(Record extracts)

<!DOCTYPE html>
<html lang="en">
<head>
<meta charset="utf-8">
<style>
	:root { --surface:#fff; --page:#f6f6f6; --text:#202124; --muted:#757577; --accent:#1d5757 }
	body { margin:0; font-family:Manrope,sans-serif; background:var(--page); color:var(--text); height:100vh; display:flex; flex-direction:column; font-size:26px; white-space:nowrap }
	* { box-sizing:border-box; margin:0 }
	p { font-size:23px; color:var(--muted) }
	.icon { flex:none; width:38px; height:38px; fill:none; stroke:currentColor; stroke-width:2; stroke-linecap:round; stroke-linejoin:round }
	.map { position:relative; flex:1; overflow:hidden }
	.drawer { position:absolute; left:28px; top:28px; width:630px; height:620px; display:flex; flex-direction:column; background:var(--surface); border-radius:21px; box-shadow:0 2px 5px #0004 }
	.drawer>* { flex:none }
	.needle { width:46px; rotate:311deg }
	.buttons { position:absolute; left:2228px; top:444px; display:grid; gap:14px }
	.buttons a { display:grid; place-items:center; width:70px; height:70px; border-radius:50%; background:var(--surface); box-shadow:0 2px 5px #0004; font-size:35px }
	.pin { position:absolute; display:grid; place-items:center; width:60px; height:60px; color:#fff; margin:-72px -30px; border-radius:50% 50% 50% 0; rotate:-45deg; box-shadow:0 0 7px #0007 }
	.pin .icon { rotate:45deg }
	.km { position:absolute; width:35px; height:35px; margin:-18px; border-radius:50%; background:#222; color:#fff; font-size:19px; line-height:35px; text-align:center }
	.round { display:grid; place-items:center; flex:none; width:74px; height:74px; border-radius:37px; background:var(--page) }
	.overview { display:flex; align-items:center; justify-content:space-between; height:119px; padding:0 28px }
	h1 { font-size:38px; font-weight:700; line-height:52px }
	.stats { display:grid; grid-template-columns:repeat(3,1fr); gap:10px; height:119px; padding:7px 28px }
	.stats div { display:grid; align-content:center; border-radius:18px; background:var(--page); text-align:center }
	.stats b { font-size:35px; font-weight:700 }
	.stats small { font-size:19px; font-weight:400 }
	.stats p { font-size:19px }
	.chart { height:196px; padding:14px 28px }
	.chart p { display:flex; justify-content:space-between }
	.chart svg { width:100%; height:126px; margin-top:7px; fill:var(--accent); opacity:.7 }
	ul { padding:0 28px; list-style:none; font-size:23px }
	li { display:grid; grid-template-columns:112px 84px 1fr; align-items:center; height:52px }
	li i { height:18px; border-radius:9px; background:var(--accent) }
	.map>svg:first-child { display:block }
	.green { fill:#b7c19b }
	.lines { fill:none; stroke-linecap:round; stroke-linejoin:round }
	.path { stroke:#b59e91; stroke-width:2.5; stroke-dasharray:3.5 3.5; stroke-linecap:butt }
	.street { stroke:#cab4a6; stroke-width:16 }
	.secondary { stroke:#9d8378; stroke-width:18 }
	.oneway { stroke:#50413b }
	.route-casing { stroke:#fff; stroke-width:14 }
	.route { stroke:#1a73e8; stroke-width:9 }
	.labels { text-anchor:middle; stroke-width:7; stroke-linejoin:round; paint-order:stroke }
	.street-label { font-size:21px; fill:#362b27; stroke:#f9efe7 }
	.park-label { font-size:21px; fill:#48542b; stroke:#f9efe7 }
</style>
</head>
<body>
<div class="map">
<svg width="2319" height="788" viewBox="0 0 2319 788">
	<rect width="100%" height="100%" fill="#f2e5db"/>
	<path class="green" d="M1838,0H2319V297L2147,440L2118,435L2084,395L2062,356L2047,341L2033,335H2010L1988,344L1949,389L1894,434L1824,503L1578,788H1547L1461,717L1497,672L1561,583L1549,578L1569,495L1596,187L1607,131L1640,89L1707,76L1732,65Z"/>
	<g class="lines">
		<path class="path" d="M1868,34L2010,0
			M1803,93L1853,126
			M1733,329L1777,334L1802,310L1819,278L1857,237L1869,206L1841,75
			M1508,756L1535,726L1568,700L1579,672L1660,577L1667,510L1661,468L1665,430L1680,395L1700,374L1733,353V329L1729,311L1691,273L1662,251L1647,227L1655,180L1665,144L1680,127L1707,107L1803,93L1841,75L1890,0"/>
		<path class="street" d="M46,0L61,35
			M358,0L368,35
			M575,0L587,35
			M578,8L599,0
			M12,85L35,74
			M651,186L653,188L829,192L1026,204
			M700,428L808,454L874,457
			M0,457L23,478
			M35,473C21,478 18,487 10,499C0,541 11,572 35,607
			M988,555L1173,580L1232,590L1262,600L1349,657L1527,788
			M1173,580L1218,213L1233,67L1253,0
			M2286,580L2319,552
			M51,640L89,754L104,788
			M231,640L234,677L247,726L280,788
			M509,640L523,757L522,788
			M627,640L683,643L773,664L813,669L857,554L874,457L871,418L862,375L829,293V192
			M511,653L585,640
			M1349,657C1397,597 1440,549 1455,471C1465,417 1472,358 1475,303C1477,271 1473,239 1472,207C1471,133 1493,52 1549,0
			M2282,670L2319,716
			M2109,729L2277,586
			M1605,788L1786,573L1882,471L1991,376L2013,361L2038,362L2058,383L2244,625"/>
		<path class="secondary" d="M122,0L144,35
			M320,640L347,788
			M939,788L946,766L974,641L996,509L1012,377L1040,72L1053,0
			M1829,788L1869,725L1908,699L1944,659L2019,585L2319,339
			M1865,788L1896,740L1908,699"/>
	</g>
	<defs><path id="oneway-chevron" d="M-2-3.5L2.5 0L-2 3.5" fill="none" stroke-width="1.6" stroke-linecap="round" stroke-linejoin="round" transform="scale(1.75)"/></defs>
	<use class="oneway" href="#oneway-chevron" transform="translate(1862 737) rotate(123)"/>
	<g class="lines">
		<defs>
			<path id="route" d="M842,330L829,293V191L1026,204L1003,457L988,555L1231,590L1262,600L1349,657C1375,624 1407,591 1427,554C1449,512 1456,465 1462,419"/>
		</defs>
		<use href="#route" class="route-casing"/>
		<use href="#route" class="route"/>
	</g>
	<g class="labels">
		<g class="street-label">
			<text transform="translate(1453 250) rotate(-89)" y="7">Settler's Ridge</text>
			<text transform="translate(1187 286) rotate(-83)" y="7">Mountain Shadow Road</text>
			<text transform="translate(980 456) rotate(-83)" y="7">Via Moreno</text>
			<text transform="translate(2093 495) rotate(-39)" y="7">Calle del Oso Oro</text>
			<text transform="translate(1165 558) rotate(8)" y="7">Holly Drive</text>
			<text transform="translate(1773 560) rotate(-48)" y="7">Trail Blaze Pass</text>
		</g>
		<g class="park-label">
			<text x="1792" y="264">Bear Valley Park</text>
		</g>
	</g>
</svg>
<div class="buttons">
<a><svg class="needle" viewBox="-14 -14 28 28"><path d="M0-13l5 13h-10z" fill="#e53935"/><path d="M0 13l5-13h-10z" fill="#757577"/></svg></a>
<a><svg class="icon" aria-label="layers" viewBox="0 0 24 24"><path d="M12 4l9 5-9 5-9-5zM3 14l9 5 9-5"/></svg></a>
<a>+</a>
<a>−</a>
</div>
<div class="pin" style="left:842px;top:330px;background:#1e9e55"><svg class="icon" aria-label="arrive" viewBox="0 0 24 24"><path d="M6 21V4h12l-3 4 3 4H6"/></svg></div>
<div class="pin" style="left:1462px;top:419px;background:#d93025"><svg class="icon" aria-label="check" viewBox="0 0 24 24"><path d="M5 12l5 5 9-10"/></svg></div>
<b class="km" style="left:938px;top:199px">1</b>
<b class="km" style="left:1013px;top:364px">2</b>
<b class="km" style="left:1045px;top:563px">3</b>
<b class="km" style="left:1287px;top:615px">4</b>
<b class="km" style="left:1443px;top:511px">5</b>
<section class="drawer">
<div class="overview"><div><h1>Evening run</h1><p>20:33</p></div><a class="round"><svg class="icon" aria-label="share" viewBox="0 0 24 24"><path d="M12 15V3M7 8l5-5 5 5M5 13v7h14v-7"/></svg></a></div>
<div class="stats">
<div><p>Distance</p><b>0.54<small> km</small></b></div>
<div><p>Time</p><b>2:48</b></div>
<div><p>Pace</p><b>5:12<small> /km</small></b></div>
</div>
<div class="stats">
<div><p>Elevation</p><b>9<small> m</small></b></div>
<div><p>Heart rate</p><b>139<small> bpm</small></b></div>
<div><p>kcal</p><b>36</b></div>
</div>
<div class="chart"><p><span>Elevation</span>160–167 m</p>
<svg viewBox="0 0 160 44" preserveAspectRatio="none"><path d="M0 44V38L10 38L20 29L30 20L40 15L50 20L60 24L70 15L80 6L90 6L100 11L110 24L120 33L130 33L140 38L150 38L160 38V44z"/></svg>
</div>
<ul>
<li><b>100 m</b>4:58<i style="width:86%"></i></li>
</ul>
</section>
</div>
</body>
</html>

(End Record extracts)

• [Prompt]:
All lines from the opening of the records through the line where "--surface:#fff; --page:#f6f6f6; --text:#202124;" occurs are to be output verbatim. No other line belongs in the answer.

• [Response to this exercise]:
<!DOCTYPE html>
<html lang="en">
<head>
<meta charset="utf-8">
<style>
	:root { --surface:#fff; --page:#f6f6f6; --text:#202124; --muted:#757577; --accent:#1d5757 }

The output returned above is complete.